INSTRUCTIONS FOR THE TASK -> Every line below should be copied exactly; drop the pictures.
━━━ WORKING DATA
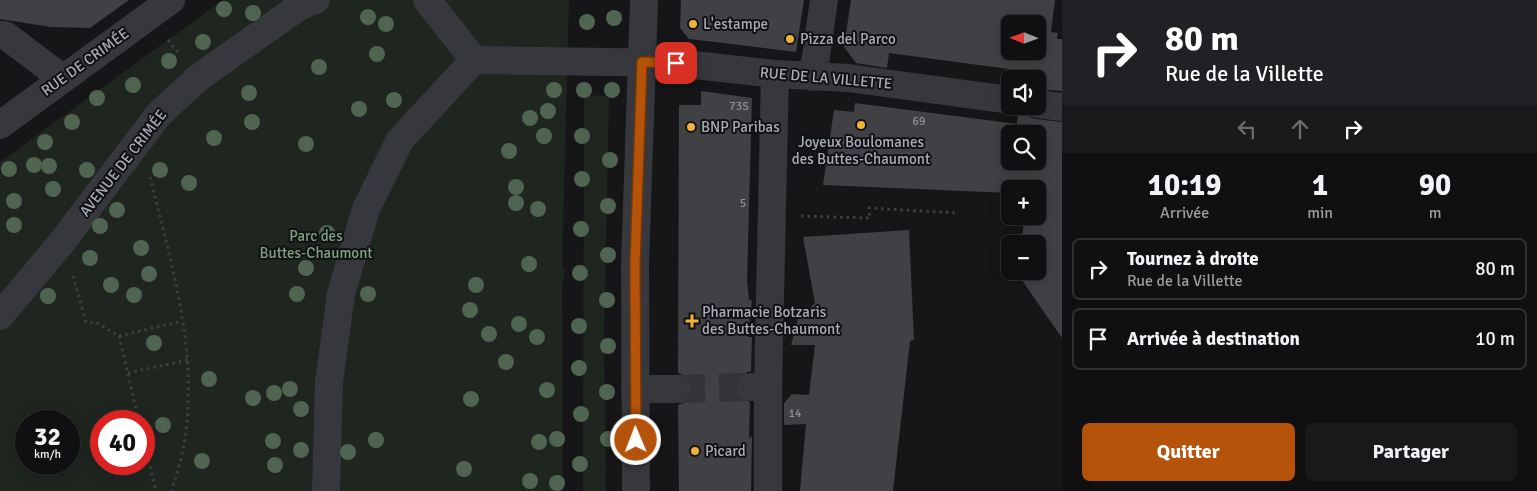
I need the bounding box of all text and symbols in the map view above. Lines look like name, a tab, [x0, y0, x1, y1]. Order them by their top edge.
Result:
place label: L'estampe	[703, 15, 768, 33]
north arrow	[1001, 15, 1046, 60]
map controls	[1001, 15, 1046, 280]
text: 80 m	[1165, 17, 1239, 60]
marker: L'estampe	[687, 18, 699, 30]
icon: right	[1082, 20, 1147, 85]
street label: RUE DE CRIMÉE	[37, 23, 132, 100]
place label: Pizza del Parco	[800, 30, 896, 48]
marker: Pizza del Parco	[784, 33, 796, 45]
pin	[655, 42, 697, 84]
icon: arrive	[662, 49, 690, 77]
text: Rue de la Villette	[1165, 60, 1324, 87]
street label: RUE DE LA VILLETTE	[759, 63, 893, 93]
button: sound	[1001, 70, 1046, 115]
house number: 73S	[729, 99, 749, 114]
street label: AVENUE DE CRIMÉE	[75, 105, 170, 220]
house number: 69	[913, 114, 925, 129]
icon: left	[1233, 115, 1261, 143]
icon: ahead	[1286, 115, 1314, 143]
icon: right	[1339, 115, 1367, 143]
place label: BNP Paribas	[701, 118, 780, 136]
marker: Joyeux Boulomanes des Buttes-Chaumont	[855, 119, 867, 131]
marker: BNP Paribas	[685, 121, 697, 133]
button: search	[1001, 125, 1046, 170]
place label: Joyeux Boulomanes des Buttes-Chaumont	[792, 133, 930, 168]
text: 10:19	[1148, 167, 1221, 204]
text: 1	[1312, 167, 1328, 204]
text: 90	[1419, 167, 1451, 204]
button: +	[1001, 180, 1046, 225]
house number: 5	[740, 196, 746, 211]
text: Arrivée	[1160, 203, 1209, 223]
text: min	[1307, 203, 1333, 223]
text: m	[1429, 203, 1441, 223]
park label: Parc des Buttes-Chaumont	[259, 227, 373, 262]
button: −	[1001, 235, 1046, 280]
text: Tournez à droite	[1127, 247, 1259, 271]
icon: right	[1084, 255, 1112, 283]
text: 80 m	[1475, 257, 1515, 281]
text: Rue de la Villette	[1127, 271, 1243, 291]
place label: Pharmacie Botzaris des Buttes-Chaumont	[702, 303, 841, 338]
marker: Pharmacie Botzaris des Buttes-Chaumont	[686, 315, 698, 327]
icon: arrive	[1084, 325, 1112, 353]
text: Arrivée à destination	[1127, 327, 1300, 351]
text: 10 m	[1475, 327, 1515, 351]
house number: 14	[789, 406, 802, 421]
speed limit sign: 40	[90, 410, 155, 475]
position arrow	[609, 413, 661, 465]
text: 32	[34, 421, 61, 452]
button: Quitter	[1082, 423, 1295, 481]
button: Partager	[1305, 423, 1517, 481]
place label: Picard	[705, 442, 746, 460]
marker: Picard	[689, 445, 701, 457]
text: km/h	[34, 447, 61, 462]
━━━━━━
RESPONSE AREA ->
I need the bounding box of all text and symbols in the map view above. Lines look like name, a tab, [x0, y0, x1, y1]. Order them by their top edge.
Result:
place label: L'estampe	[703, 15, 768, 33]
north arrow	[1001, 15, 1046, 60]
map controls	[1001, 15, 1046, 280]
text: 80 m	[1165, 17, 1239, 60]
marker: L'estampe	[687, 18, 699, 30]
icon: right	[1082, 20, 1147, 85]
street label: RUE DE CRIMÉE	[37, 23, 132, 100]
place label: Pizza del Parco	[800, 30, 896, 48]
marker: Pizza del Parco	[784, 33, 796, 45]
pin	[655, 42, 697, 84]
icon: arrive	[662, 49, 690, 77]
text: Rue de la Villette	[1165, 60, 1324, 87]
street label: RUE DE LA VILLETTE	[759, 63, 893, 93]
button: sound	[1001, 70, 1046, 115]
house number: 73S	[729, 99, 749, 114]
street label: AVENUE DE CRIMÉE	[75, 105, 170, 220]
house number: 69	[913, 114, 925, 129]
icon: left	[1233, 115, 1261, 143]
icon: ahead	[1286, 115, 1314, 143]
icon: right	[1339, 115, 1367, 143]
place label: BNP Paribas	[701, 118, 780, 136]
marker: Joyeux Boulomanes des Buttes-Chaumont	[855, 119, 867, 131]
marker: BNP Paribas	[685, 121, 697, 133]
button: search	[1001, 125, 1046, 170]
place label: Joyeux Boulomanes des Buttes-Chaumont	[792, 133, 930, 168]
text: 10:19	[1148, 167, 1221, 204]
text: 1	[1312, 167, 1328, 204]
text: 90	[1419, 167, 1451, 204]
button: +	[1001, 180, 1046, 225]
house number: 5	[740, 196, 746, 211]
text: Arrivée	[1160, 203, 1209, 223]
text: min	[1307, 203, 1333, 223]
text: m	[1429, 203, 1441, 223]
park label: Parc des Buttes-Chaumont	[259, 227, 373, 262]
button: −	[1001, 235, 1046, 280]
text: Tournez à droite	[1127, 247, 1259, 271]
icon: right	[1084, 255, 1112, 283]
text: 80 m	[1475, 257, 1515, 281]
text: Rue de la Villette	[1127, 271, 1243, 291]
place label: Pharmacie Botzaris des Buttes-Chaumont	[702, 303, 841, 338]
marker: Pharmacie Botzaris des Buttes-Chaumont	[686, 315, 698, 327]
icon: arrive	[1084, 325, 1112, 353]
text: Arrivée à destination	[1127, 327, 1300, 351]
text: 10 m	[1475, 327, 1515, 351]
house number: 14	[789, 406, 802, 421]
speed limit sign: 40	[90, 410, 155, 475]
position arrow	[609, 413, 661, 465]
text: 32	[34, 421, 61, 452]
button: Quitter	[1082, 423, 1295, 481]
button: Partager	[1305, 423, 1517, 481]
place label: Picard	[705, 442, 746, 460]
marker: Picard	[689, 445, 701, 457]
text: km/h	[34, 447, 61, 462]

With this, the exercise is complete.